** SOURCE INFORMATION follows **

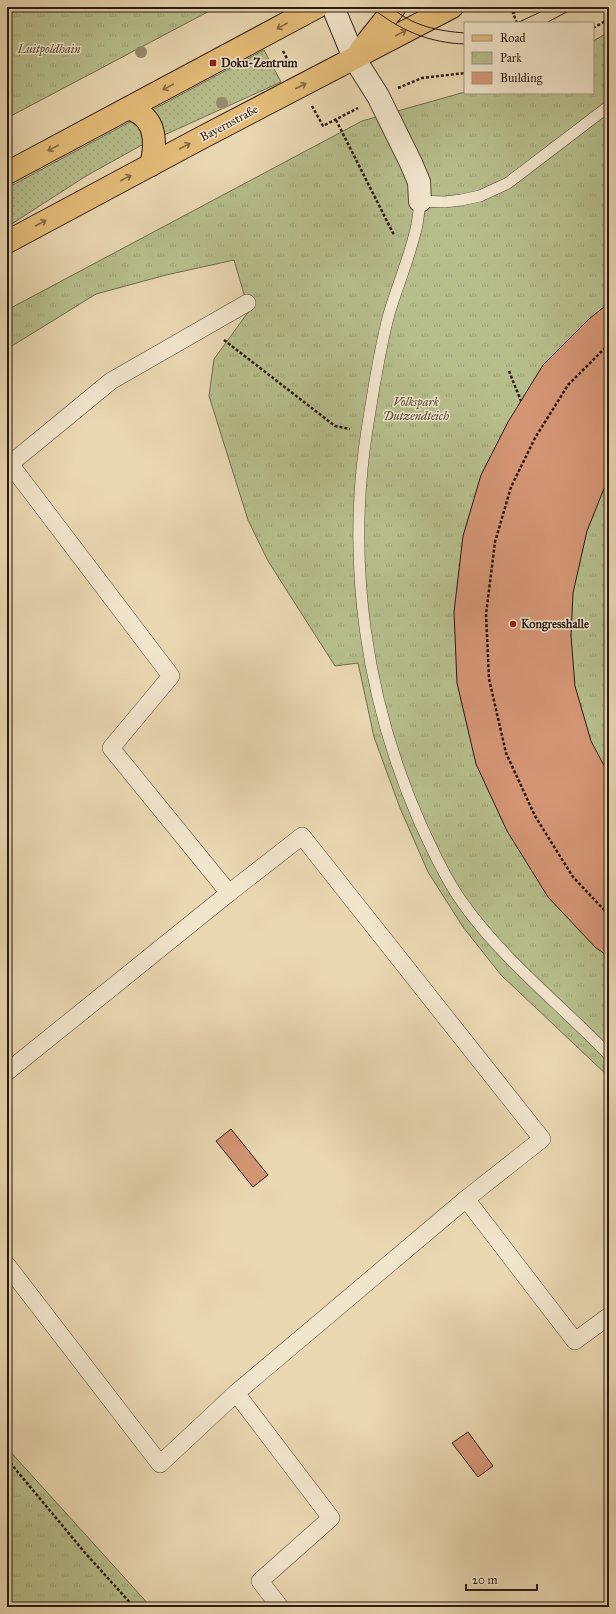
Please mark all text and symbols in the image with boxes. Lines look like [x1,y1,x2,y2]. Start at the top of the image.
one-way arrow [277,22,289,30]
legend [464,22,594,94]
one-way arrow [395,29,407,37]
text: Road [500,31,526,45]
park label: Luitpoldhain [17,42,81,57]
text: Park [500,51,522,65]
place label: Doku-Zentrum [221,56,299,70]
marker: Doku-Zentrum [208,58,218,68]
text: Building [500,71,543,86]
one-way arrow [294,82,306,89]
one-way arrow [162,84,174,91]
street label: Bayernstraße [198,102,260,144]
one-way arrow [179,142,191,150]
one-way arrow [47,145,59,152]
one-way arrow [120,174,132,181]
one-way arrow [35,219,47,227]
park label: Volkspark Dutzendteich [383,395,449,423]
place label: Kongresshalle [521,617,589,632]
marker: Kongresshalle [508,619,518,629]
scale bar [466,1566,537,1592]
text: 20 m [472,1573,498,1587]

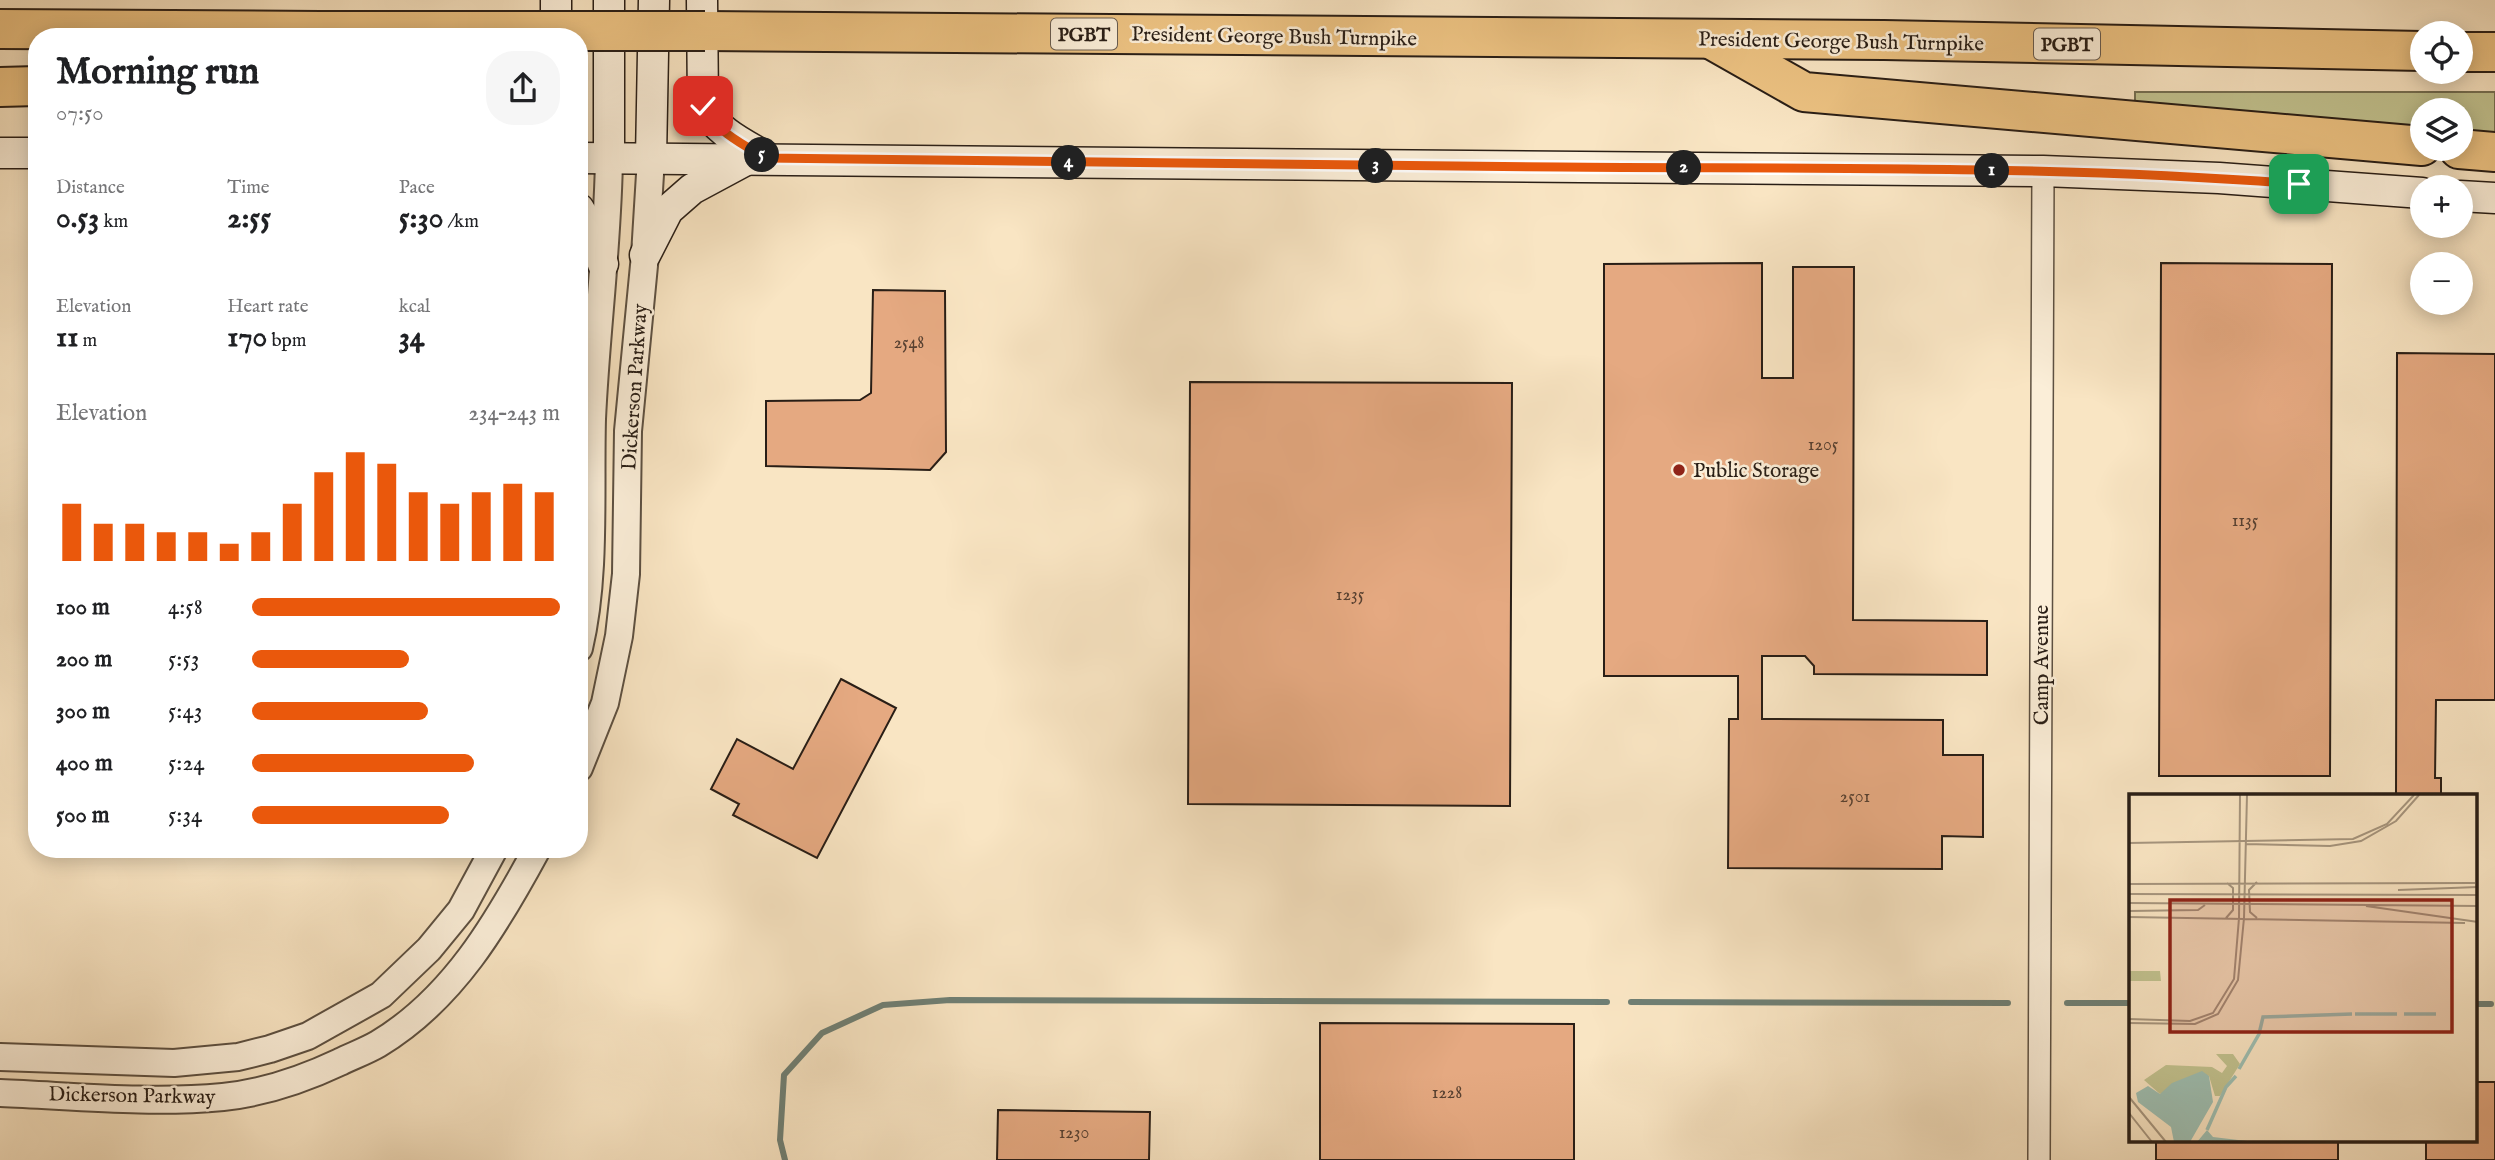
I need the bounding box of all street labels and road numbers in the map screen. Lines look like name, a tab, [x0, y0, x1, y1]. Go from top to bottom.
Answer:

** End of SOURCE INFORMATION **

EXERCISE INSTRUCTIONS: Please hand back every entry above exactly, with no images in the copy.

WRITTEN ANSWER:
Please mark all text and symbols in the image with boxes. Lines look like [x1,y1,x2,y2]. Start at the top of the image.
one-way arrow [277,22,289,30]
legend [464,22,594,94]
one-way arrow [395,29,407,37]
text: Road [500,31,526,45]
park label: Luitpoldhain [17,42,81,57]
text: Park [500,51,522,65]
place label: Doku-Zentrum [221,56,299,70]
marker: Doku-Zentrum [208,58,218,68]
text: Building [500,71,543,86]
one-way arrow [294,82,306,89]
one-way arrow [162,84,174,91]
street label: Bayernstraße [198,102,260,144]
one-way arrow [179,142,191,150]
one-way arrow [47,145,59,152]
one-way arrow [120,174,132,181]
one-way arrow [35,219,47,227]
park label: Volkspark Dutzendteich [383,395,449,423]
place label: Kongresshalle [521,617,589,632]
marker: Kongresshalle [508,619,518,629]
scale bar [466,1566,537,1592]
text: 20 m [472,1573,498,1587]

I need the bounding box of all street labels and road numbers in the map screen. Lines look like name, a tab, [x0, y0, x1, y1]. Go from top to bottom.
Answer:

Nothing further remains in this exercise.